▼▼▼
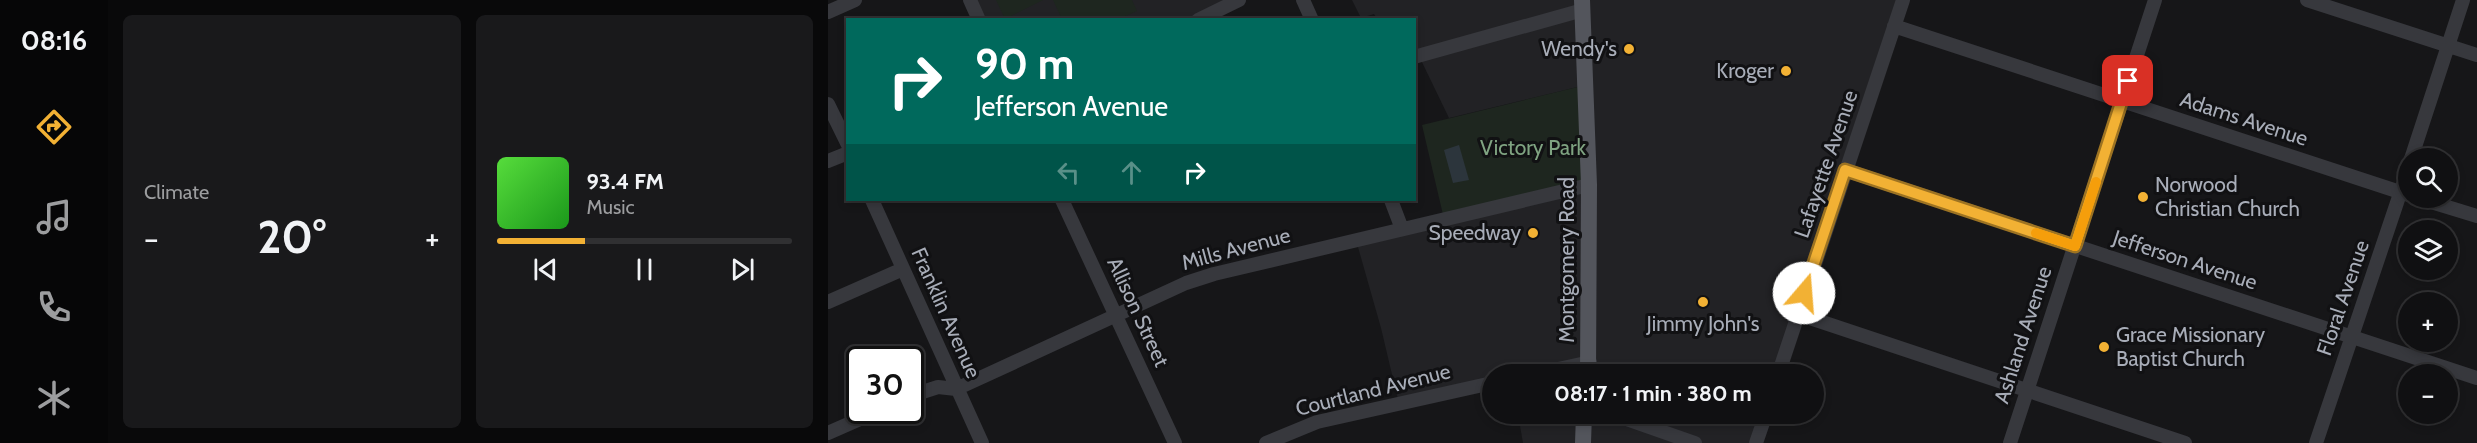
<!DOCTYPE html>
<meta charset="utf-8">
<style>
:root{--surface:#101012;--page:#19191b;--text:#f1f3f6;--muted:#9c9d9f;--line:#303032;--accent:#f2b134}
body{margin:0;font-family:Cabin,sans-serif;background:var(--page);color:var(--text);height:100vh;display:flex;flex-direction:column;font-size:22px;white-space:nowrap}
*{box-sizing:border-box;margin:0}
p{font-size:20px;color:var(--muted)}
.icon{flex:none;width:33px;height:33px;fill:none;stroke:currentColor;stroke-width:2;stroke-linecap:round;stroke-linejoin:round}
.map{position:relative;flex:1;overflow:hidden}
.side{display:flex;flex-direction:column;gap:15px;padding:15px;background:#09090a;width:720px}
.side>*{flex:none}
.top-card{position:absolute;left:18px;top:18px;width:570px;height:183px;border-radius:0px;box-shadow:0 3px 9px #0003,0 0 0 2px var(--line);background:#00695c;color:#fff;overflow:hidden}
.tools{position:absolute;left:1570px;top:148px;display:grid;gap:12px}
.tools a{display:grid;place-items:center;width:60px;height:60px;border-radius:50%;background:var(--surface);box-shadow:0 3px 9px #0003,0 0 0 2px var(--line);font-size:30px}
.speed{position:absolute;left:18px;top:346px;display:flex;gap:12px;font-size:30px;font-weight:700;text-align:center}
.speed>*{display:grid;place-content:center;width:78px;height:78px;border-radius:50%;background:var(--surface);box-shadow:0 3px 9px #0003,0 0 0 2px var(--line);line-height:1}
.speed .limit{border:3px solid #111;border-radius:9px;background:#fff;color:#111}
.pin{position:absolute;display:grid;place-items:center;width:51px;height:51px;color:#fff;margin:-26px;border-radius:12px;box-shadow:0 3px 9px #0006}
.me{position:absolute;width:66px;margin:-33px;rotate:18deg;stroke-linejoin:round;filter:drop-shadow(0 0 4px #0008)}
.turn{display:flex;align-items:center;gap:21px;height:126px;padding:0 30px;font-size:27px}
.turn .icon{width:78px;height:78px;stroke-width:2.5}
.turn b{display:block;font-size:42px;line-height:51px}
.lanes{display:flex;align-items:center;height:57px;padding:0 30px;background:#0003;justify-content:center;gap:30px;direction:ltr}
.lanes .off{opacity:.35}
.big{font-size:45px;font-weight:700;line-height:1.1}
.side .card{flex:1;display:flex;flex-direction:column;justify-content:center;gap:9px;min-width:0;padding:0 21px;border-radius:9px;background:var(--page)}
.song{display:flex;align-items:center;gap:18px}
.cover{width:72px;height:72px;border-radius:9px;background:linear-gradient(135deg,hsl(110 70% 55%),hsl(120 70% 35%))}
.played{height:6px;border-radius:3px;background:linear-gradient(90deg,var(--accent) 30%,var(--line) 30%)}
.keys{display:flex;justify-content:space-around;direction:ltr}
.heat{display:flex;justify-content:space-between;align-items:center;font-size:33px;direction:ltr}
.side .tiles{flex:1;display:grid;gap:15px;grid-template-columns:repeat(2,1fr)}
.trip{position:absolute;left:654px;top:364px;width:342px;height:60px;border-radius:30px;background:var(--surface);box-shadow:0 3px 9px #0003,0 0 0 2px var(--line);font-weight:700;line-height:60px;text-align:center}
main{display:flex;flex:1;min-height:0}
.dock{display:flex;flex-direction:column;width:108px;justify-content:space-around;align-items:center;background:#060607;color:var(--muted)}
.dock .icon{width:42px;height:42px}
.dock .on{color:var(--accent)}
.dock b{font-size:27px;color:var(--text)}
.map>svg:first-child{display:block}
.built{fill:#222225}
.green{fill:#1e261f}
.water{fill:#2c353c}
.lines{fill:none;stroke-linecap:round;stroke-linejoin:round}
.minor{stroke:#37383d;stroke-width:14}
.major{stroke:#53555c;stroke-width:16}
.route-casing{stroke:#9d7322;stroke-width:15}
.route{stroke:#f2b134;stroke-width:10}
.slow{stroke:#f59e0b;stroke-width:10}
.poi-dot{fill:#f2b134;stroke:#111113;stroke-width:2}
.labels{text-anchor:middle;stroke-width:6;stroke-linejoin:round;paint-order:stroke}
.poi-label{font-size:21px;fill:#a8adb8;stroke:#111113;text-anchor:end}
.street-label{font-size:21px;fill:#a8adb8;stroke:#111113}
.park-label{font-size:21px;fill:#7fa381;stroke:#111113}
</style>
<main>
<nav class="dock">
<b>08:16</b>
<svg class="icon on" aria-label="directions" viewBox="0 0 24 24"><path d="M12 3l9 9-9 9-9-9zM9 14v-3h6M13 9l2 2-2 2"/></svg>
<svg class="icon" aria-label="music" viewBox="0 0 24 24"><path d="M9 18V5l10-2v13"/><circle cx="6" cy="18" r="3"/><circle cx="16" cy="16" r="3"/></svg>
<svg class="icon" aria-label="phone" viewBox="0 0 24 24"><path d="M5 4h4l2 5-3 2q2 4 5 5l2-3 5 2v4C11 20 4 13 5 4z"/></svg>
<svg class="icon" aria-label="climate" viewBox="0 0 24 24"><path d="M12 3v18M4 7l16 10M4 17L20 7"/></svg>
</nav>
<section class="side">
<div class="tiles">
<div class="card"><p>Climate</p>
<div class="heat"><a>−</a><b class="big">20°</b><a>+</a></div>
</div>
<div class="card">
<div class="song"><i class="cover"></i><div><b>93.4 FM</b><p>Music</p></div></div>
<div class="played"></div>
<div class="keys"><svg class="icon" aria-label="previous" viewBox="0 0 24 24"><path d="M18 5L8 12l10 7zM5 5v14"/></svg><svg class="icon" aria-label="pause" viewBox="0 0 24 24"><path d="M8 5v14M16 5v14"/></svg><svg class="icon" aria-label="next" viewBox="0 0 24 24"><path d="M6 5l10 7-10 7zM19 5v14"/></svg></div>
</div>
</div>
</section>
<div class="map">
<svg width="1649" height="443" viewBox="0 0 1649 443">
<rect width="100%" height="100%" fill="#161618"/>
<path class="built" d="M 142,0 L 411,0 L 370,20 L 151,19 Z
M 524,0 L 1075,0 L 950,375 L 664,375 L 664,383 L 571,404 L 553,328 L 528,240 L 761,185 L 758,85 L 621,118 L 591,56 L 587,57 L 586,20 L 549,19 L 546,14 L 533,18 Z
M 690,414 L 938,414 L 928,443 L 695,443 Z"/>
<path class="green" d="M 168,0 L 215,0 L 177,19 Z
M 225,0 L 304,0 L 309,11 L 291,19 L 234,19 Z
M 758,85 L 761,185 L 616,219 L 594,125 Z"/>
<path class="water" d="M 631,145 L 641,180 L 625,183 L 616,150 Z"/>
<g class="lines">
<path class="minor" d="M 142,0 L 151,20
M 475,0 L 484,20
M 1479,0 L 1649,55
M 0,12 L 27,0
M 370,20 L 411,0
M 1066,26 L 1581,195
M 586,57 L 755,10
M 0,104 L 20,145
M 1583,159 L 1635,0
M 0,161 L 20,153
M 1017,170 L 1649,378
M 1590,198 L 1649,216
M 44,200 L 154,443
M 234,200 L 347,443
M 563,200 L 574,229
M 0,302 L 75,269
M 970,314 L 1357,443
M 703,375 L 762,362
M 950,375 L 1075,0
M 82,396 L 110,387 L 128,389 L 358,283 L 386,274 L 761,185
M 784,414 L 867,443
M 0,433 L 50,411
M 438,443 L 489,422 L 664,383
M 928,443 L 938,414
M 1182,443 L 1327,0
M 1488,443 L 1581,167"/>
<path class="major" d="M 754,0 L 761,185 L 760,375
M 755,443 L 756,414"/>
</g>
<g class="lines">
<defs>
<path id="route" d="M 976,293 L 1017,170 L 1247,246 L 1300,81"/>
</defs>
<use href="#route" class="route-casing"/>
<use href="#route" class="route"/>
<path class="slow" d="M 1208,233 L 1247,246 L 1268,182"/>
</g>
<g class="poi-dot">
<circle cx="801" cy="49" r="6"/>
<circle cx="958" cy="71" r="6"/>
<circle cx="1315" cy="197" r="6"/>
<circle cx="705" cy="233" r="6"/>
<circle cx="875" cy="302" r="6"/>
<circle cx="1276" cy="347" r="6"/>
</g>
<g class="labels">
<g class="poi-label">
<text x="789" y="56">Wendy's</text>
<text x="946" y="78">Kroger</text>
<text x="1327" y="192" text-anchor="start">Norwood<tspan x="1327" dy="24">Christian Church</tspan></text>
<text x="693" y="240">Speedway</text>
<text x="875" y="331" text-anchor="middle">Jimmy John's</text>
<text x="1288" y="342" text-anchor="start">Grace Missionary<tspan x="1288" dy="24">Baptist Church</tspan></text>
</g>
<g class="street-label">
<text transform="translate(1416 119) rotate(18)" y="7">Adams Avenue</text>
<text transform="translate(998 164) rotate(-71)" y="7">Lafayette Avenue</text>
<text transform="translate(408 249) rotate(-15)" y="7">Mills Avenue</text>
<text transform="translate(739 260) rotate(-90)" y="7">Montgomery Road</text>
<text transform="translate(1357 260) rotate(18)" y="7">Jefferson Avenue</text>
<text transform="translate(1515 298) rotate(-71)" y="7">Floral Avenue</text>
<text transform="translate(310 312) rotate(65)" y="7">Allison Street</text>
<text transform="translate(118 313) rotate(66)" y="7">Franklin Avenue</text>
<text transform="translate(1195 335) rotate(-72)" y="7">Ashland Avenue</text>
<text transform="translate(545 390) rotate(-14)" y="7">Courtland Avenue</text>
</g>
<g class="park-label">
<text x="705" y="155">Victory Park</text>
</g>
</g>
</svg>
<div class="tools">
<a><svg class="icon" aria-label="search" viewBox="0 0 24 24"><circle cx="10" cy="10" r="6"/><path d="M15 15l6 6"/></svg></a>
<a><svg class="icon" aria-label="layers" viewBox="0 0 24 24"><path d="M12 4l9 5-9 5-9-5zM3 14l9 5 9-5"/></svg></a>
<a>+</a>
<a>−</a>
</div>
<div class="speed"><div class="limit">30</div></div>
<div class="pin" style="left:1300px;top:81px;background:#d93025"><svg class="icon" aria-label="arrive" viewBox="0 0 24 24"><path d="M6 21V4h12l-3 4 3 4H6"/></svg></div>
<svg class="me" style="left:976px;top:293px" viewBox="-20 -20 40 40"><circle r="19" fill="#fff"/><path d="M0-13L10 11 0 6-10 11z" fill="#f2b134"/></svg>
<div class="trip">08:17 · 1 min · 380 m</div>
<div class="top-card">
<div class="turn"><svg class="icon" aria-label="right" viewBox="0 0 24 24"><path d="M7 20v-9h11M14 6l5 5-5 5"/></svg><div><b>90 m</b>Jefferson Avenue</div></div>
<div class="lanes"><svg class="icon off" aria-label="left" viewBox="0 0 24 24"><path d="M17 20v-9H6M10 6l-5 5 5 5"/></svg><svg class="icon off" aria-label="ahead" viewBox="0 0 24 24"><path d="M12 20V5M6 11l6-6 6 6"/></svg><svg class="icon" aria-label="right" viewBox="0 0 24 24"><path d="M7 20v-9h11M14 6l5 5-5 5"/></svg></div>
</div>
</div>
</main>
▲▲▲
### WHAT THE TASK ASKS:
Return all lines of the material above in which "linecap" occurs.

### WRITTEN SOLUTION:
.icon{flex:none;width:33px;height:33px;fill:none;stroke:currentColor;stroke-width:2;stroke-linecap:round;stroke-linejoin:round}
.lines{fill:none;stroke-linecap:round;stroke-linejoin:round}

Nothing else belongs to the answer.